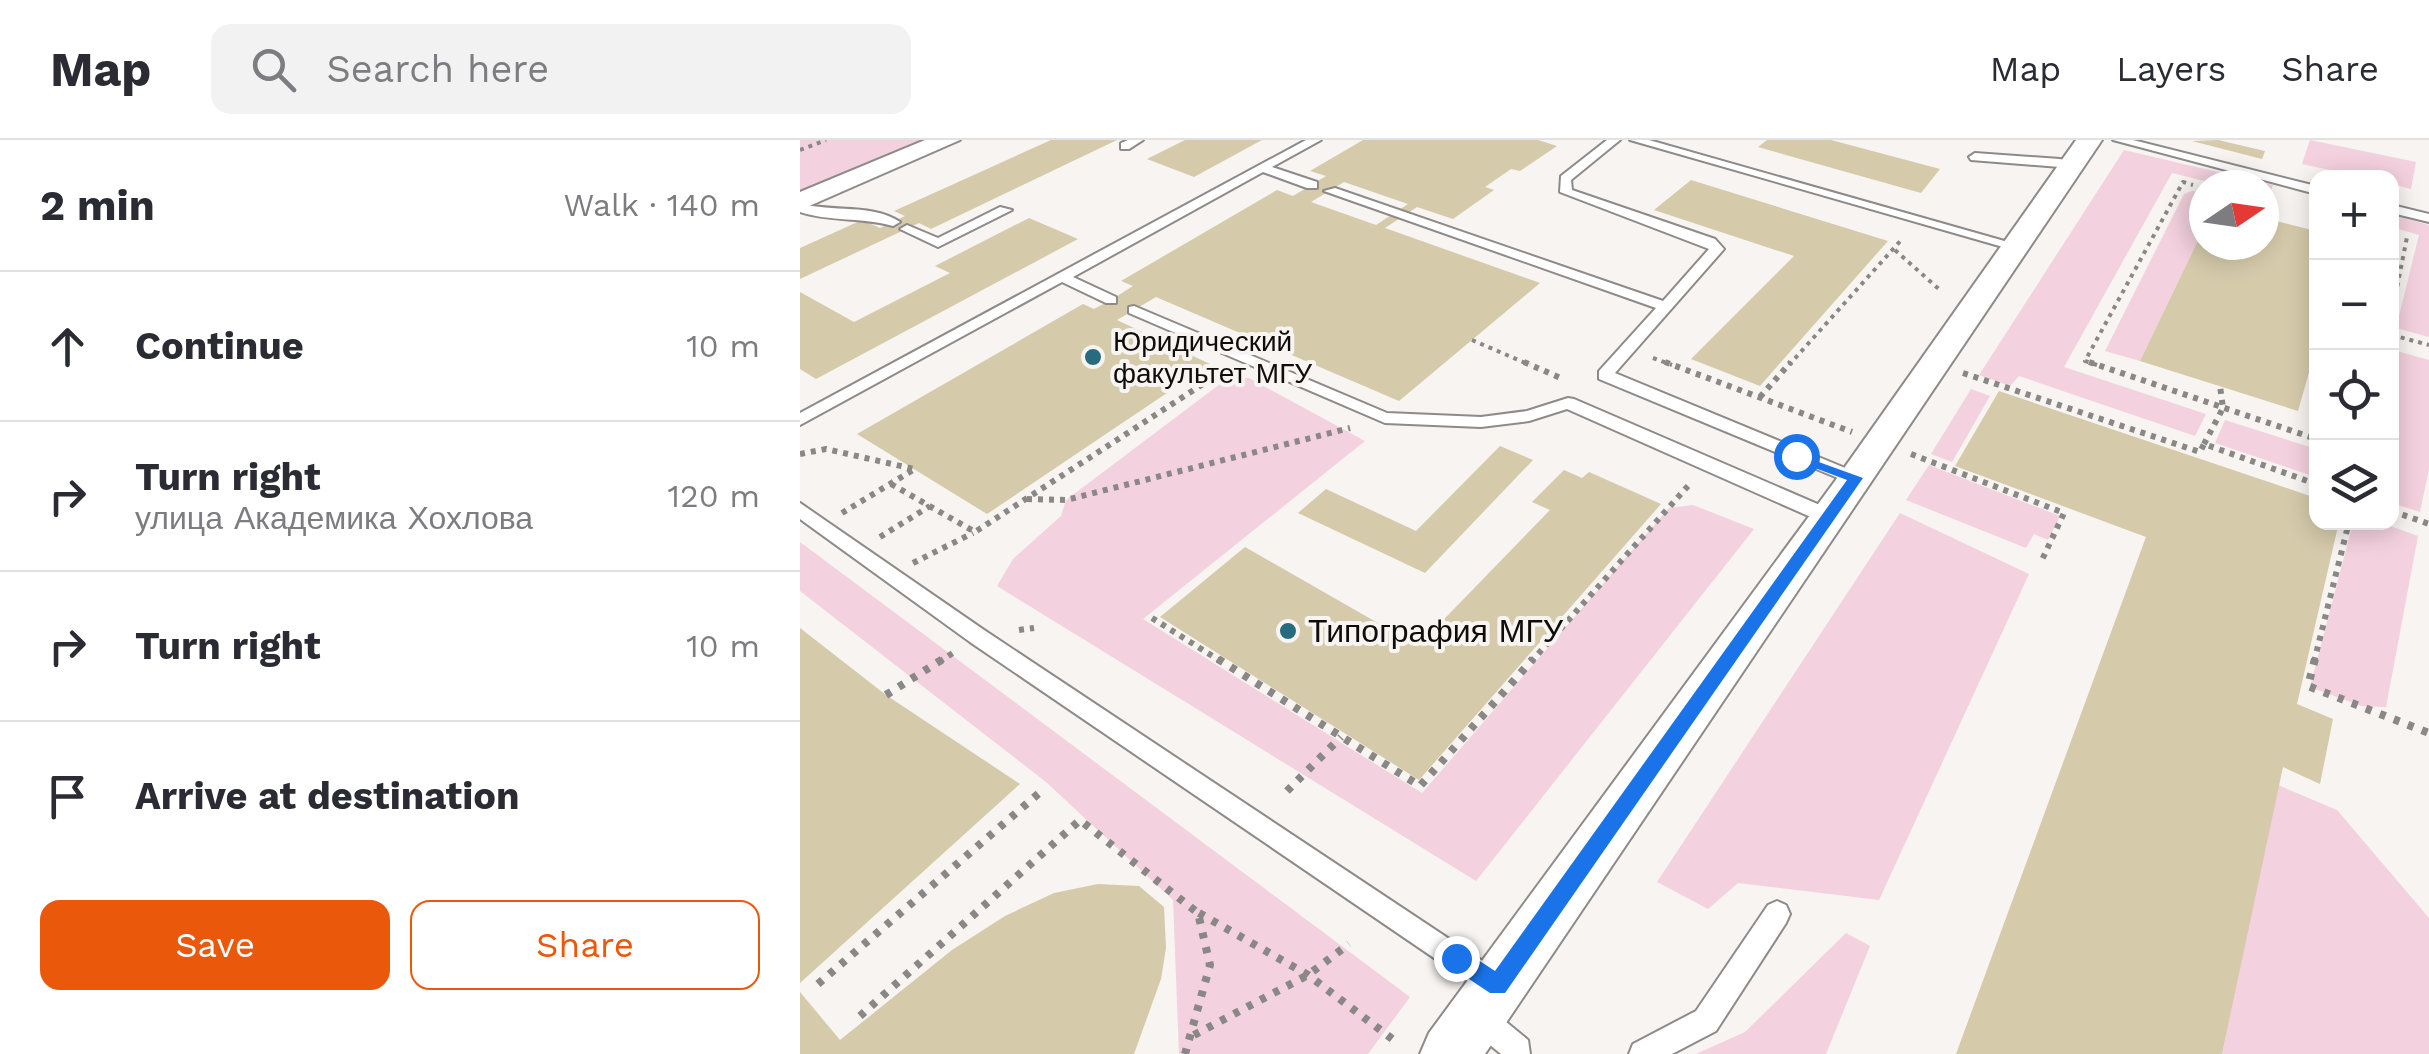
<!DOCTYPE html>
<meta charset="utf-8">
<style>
body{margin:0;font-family:"Work Sans",sans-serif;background:#f2f2f3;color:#2b2b33}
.controls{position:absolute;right:30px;top:30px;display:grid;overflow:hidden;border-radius:20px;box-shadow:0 5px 25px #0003}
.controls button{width:90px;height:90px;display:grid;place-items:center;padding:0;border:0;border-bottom:2px solid #e1e1e2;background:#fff;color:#2b2b33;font:50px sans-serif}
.compass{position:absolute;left:1389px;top:30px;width:90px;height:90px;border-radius:50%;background:#fff;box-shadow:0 5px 25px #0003;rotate:77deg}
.stop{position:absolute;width:30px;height:30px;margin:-22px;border:8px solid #1a73e8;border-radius:50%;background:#fff}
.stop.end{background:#1a73e8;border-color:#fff;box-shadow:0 2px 10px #0008}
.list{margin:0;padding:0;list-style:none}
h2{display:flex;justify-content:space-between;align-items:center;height:130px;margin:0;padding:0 40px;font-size:42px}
h2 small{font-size:32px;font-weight:400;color:#7c7c81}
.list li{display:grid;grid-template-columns:65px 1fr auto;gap:30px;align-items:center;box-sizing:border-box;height:150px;padding:0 40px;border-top:2px solid #e1e1e2}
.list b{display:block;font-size:38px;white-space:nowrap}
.list p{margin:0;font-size:32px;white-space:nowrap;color:#7c7c81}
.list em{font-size:32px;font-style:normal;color:#7c7c81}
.actions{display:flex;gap:20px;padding:30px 40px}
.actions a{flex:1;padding:22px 0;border:2px solid #ea580c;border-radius:20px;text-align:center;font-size:35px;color:#ea580c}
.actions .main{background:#ea580c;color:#fff}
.icon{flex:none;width:55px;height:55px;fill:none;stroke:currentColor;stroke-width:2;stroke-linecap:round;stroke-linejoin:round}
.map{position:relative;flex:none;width:1629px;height:914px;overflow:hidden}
header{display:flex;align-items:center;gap:60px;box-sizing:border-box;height:140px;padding:0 50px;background:#fff;border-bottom:2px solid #e1e1e2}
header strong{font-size:48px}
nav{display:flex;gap:55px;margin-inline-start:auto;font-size:35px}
.search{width:700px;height:90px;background:#f2f2f3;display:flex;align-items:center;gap:25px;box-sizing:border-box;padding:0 35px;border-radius:20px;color:#7c7c81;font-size:38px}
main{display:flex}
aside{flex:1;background:#fff}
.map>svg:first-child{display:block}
.green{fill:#f4d1de}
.building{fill:#d5caaa;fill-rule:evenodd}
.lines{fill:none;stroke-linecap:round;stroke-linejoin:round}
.service-casing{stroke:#8d8a88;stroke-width:4}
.minor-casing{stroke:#8d8a88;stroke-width:4}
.path-far2{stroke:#8a8886;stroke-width:4;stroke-dasharray:4 5;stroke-linecap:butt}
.path-far1{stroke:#8a8886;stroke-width:6;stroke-dasharray:5 6;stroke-linecap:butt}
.path{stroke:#8a8886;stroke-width:8;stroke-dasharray:6 9;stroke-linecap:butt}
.service{fill:#fff;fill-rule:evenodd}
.minor{fill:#fff;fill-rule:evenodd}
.route{fill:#1a73e8}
.poi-dot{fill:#296b7e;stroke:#f7f4f1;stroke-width:4}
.labels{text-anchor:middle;stroke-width:8;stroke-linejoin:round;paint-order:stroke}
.far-poi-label{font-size:28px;fill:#0f0d0c;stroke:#f7f4f1;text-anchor:start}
.poi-label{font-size:32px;fill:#0f0d0c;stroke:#f7f4f1;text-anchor:start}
</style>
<header>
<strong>Map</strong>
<div class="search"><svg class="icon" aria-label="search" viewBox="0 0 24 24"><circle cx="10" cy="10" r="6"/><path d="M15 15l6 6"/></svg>Search here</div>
<nav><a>Map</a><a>Layers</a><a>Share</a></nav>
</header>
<main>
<aside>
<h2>2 min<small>Walk · 140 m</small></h2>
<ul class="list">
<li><svg class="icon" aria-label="ahead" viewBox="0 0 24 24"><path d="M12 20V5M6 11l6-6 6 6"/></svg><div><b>Continue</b></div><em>10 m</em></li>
<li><svg class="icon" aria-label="right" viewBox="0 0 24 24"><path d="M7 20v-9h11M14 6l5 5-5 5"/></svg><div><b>Turn right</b><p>улица Академика Хохлова</p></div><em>120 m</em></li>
<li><svg class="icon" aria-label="right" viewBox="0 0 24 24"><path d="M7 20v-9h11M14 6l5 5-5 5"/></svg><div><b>Turn right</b></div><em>10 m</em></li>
<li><svg class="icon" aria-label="arrive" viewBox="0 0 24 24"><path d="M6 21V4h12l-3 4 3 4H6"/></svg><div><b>Arrive at destination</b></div></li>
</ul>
<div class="actions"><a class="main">Save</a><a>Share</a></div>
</aside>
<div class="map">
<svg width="1629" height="914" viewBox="0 0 1629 914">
<rect width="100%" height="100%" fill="#f7f4f1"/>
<g class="green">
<polygon points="0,0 140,0 0,58"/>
<polygon points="1510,0 1616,22 1611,49 1592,44 1592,38 1562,37 1502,24"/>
<polygon points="1324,10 1473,45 1469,56 1464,55 1464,45 1421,45 1372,33 1264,227 1406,274 1395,296 1219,236 1210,246 1179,235"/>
<polygon points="1392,51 1404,52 1404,88 1340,221 1305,211 1384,54"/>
<polygon points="1592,75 1629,85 1629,197 1596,188 1619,95 1592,87"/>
<polygon points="1593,210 1629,220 1629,329 1620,372 1592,363"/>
<polygon points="428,238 449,238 565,301 343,479 622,653 869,368 893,365 954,389 676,741 197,446 213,419 261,376 266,360"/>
<polygon points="1171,249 1190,256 1152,322 1131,314"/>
<polygon points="1425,280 1516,309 1516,337 1415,303"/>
<polygon points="1129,325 1260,376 1248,400 1234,394 1226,408 1106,360"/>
<polygon points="1100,373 1229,434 1079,760 938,743 908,769 857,742"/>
<polygon points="1553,383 1582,383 1618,396 1586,567 1561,566 1510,547"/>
<polygon points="0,402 610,857 568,914 379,914 373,760 246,642 0,451"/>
<polygon points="1478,645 1537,670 1629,778 1629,914 1422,914"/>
<polygon points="1046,793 1070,806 1026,914 896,914 945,892"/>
</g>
<g class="building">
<polygon points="251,0 317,0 131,89 119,83 0,139 0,108 62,80 80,88 105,76 94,71"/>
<polygon points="385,0 462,0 394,37 347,19"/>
<path d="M563 0H738L757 6 720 31 711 29 685 47 694 50 653 79 617 67 585 88 740 143 599 261 356 157 317 180 410 224 187 374 57 294 283 164 294 169 311 160 333 146 321 141 477 50 493 56 526 36 510 31ZM544 42 608 64 576 85 511 62Z"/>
<polygon points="967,0 1031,0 1140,29 1121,53 958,7"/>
<polygon points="1418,0 1465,11 1462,19 1392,1"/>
<polygon points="891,40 1088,101 960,246 891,219 994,116 854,70"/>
<polygon points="229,78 278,99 16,239 0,229 0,152 54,182 150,133 135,126"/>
<polygon points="1464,78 1516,91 1516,208 1498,271 1340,221 1404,88 1404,105 1464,105"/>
<polygon points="1199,251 1516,358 1516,382 1539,382 1497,564 1533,579 1520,644 1483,627 1422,914 1156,914 1346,397 1155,326"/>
<polygon points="700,306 733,320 625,433 498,373 526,349 616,391"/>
<polygon points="764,330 782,338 789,332 861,364 619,640 360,477 445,407 618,506 750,370 732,362"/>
<polygon points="0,488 86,555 220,644 0,843"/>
<polygon points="298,744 339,746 364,767 366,808 361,839 334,914 0,914 0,852 40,900 152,810 205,776 254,753"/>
</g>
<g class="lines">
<g class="service-casing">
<g id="service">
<polygon points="328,0 343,0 329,9 321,9 321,3"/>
<polygon points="506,0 521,0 472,27 517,42 517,48 507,48 463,32 273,137 316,157 316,163 306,163 262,142 0,285 0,273"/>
<polygon points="807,0 820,0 771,40 772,50 915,99 924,109 815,233 1062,335 1065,339 1062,343 1050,343 799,239 799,231 856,168 524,51 535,48 863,161 909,109 760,52 761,36"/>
<polygon points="830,0 849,0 1222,106 1210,109"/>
<polygon points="1313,0 1333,0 1516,46 1516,54"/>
<polygon points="1175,13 1260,19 1278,24 1272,28 1171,20 1169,17"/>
<path d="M0 63C32 73 72 63 100 82L93 86C62 77 30 82 0 72Z"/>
<polygon points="1592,65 1629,74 1629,82 1592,73"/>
<polygon points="200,67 212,70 138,107 100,89 107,85 138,98"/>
<polygon points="334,166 587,273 681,277 727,271 768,258 774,259 1036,372 1038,377 1036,382 1022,382 767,269 729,281 681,287 585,283 329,173 329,167"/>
<polygon points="0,363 184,490 705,836 709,845 705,854 696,858 687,854 170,502 0,379"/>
<polygon points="977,761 986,765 990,774 986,783 916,891 872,914 829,914 833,904 896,871 968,765"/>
<polygon points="678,863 688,867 728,900 730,914 701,914 668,887 664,877 668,867"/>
</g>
</g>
<g class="minor-casing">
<g id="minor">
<polygon points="125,0 160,0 0,70 0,52"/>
<polygon points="1276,0 1302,0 685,914 620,914 629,893 1035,341"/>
</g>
</g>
<g class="path-far2">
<polyline points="0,10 26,0"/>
<polyline points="1095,110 1141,151"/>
<polyline points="1592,173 1607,97"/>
<polyline points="1592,195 1629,205"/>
<polyline points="672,200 730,225"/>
<polyline points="853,218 872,225"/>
<polyline points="989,225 1103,98"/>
<polyline points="1297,225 1285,221 1383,42 1393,45"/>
</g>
<g class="path-far1">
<polyline points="724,222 763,239"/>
<polyline points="865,222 1052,292"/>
<polyline points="1289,222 1516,299"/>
<polyline points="1163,233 1400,312 1404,304 1516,344"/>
<polyline points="960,257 991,222"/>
<polyline points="1404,304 1423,268 1420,246"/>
<polyline points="0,314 26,309 114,329"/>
<polyline points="1111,314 1264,373 1241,422"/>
<polyline points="91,344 175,392 423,231"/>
<polyline points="227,359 266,360 550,288"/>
<polyline points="1592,371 1629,384"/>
<polyline points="42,373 113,330"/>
<polyline points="80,397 130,366"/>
<polyline points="113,423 173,393"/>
<polyline points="352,478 422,522"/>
<polyline points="219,490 234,488"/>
<polyline points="139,522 156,511"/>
<polyline points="731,522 888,346"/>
<polyline points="1514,522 1549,382"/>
</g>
<g class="path">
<polyline points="418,519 620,646 733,519"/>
<polyline points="1515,519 1508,546 1629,593"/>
<polyline points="86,555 143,519"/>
<polyline points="487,651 541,597"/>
<polyline points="399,773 508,835 595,901"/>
<polyline points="18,844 245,648"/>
<polyline points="60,876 280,680 398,773 410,825 385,914"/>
<polyline points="394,895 508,835 549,804"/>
</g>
<use href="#service" class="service"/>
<use href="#minor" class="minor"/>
</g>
<polygon class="route" points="991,312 1063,338 705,853 690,853 648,825 648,810 663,810 695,831 1047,340 991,319"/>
<g class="poi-dot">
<circle cx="293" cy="217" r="10"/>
<circle cx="488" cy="491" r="10"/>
</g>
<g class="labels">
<g class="far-poi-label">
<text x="313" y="211">Юридический<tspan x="313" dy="32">факультет МГУ</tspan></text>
</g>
<g class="poi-label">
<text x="508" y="502">Типография МГУ</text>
</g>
</g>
</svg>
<div class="controls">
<button>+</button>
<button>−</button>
<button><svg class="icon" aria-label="locate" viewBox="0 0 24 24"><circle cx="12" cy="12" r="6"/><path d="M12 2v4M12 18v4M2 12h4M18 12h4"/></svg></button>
<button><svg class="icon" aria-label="layers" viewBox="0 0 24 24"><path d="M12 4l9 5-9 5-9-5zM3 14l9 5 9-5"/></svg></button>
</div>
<svg class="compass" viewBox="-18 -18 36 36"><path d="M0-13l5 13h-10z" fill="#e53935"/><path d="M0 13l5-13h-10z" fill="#7c7c81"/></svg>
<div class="stop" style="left:996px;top:316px"></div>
<div class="stop end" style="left:656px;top:818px"></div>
</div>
</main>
- - - - - - -
Go through the records. Copy each line where "linecap" appears.

▸ Task response
.icon{flex:none;width:55px;height:55px;fill:none;stroke:currentColor;stroke-width:2;stroke-linecap:round;stroke-linejoin:round}
.lines{fill:none;stroke-linecap:round;stroke-linejoin:round}
.path-far2{stroke:#8a8886;stroke-width:4;stroke-dasharray:4 5;stroke-linecap:butt}
.path-far1{stroke:#8a8886;stroke-width:6;stroke-dasharray:5 6;stroke-linecap:butt}
.path{stroke:#8a8886;stroke-width:8;stroke-dasharray:6 9;stroke-linecap:butt}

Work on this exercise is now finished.